Improving Customer Loyalty by Transforming Front-Office Operations with Cisco UCC
The promise of Cisco’s UCC environment to transform front-office contact center operations is tremendous, but organizational leaders often find the decision a difficult one to undertake given the required investment and the complexity of implementation project. Upgrading from non-IP to IP-based call center technology irrespective of the vendor is a daunting investment, but the value for the organization isn’t realized from lowering technology operational expenses alone.
The majority of front-office operating cost is borne in call center agent labor cost, facilities, and administrative expense. Additionally front-office operations have a significant impact on the success of the organization and often either drives or impedes growth and profitability. As a result developing a business case for a front-office transformation involving a solution like Cisco’s UCC Enterprise product requires analysis of existing infrastructure costs, the new Cisco solution as well as the projecting the future transformation of the call center operation once the new contact center capabilities are available.
However, where strategies and their accompanying business cases often fall short in this arena is holistically considering the positive impact of a transformative technology like UCC on customer loyalty.
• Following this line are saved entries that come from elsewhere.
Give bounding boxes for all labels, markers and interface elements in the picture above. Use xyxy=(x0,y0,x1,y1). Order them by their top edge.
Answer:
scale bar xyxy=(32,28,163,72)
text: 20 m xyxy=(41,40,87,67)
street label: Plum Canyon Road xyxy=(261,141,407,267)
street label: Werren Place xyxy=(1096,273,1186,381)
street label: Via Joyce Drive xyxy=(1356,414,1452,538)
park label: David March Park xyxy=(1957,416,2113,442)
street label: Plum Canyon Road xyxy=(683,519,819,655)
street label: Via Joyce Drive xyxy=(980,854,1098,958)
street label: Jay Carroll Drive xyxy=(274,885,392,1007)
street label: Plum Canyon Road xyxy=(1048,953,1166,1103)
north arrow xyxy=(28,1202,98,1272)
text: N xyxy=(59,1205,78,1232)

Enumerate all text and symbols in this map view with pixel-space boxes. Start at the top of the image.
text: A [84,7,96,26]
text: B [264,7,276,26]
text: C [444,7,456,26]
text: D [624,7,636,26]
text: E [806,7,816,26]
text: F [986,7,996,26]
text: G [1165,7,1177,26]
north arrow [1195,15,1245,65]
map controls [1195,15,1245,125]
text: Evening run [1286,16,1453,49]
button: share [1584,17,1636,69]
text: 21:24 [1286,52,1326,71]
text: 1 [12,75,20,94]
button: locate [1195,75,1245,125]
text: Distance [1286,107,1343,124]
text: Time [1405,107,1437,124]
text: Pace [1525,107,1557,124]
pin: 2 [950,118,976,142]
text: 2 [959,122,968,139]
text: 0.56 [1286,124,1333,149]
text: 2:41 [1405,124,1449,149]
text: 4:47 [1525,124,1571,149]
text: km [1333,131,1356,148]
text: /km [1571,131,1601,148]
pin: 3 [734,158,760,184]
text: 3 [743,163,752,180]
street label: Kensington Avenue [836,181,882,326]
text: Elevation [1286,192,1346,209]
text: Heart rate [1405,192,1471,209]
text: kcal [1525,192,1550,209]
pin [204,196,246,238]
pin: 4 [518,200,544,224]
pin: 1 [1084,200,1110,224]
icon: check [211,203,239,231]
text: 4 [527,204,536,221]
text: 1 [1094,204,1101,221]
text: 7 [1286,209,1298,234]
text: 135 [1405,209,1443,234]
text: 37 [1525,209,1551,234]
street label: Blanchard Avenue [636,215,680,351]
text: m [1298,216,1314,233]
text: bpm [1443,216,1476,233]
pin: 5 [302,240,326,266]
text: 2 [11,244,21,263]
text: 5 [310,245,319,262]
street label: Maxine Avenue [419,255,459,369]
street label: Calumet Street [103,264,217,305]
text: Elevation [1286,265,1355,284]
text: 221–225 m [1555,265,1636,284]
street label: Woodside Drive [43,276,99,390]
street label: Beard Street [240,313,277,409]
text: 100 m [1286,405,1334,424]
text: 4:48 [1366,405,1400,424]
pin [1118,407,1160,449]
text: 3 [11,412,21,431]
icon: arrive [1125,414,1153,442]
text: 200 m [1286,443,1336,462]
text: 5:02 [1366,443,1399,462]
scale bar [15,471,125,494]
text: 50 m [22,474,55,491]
The typical mistake is focusing only on cost and leaving out growth and the potential positive impact on sales and net income or the opposite outcome for doing nothing over an extended period. The typical challenge is that a holistic strategy requires top leadership to drive consensus across sales, marketing, customer care, and the supply-chain in order to gain long-term commitments (e.g. typically 5-years to coincide with depreciation of the investment) on improvements in customer loyalty.
When strategies for transforming customer loyalty bubble-up from the bottom of the organization rather than being driven down from the top leadership often departmental leaders attempt to use Infrastructure as a Service (IaaS) models such as British Telecom’s OneVoice Cisco UCC solution or AT&T’s Avaya/Genesys solution to solve the problem without making a large capital investment. While this strategy often makes sense for small or mid-sized companies or departmental organizations it often has limited benefit for larger growing organizations.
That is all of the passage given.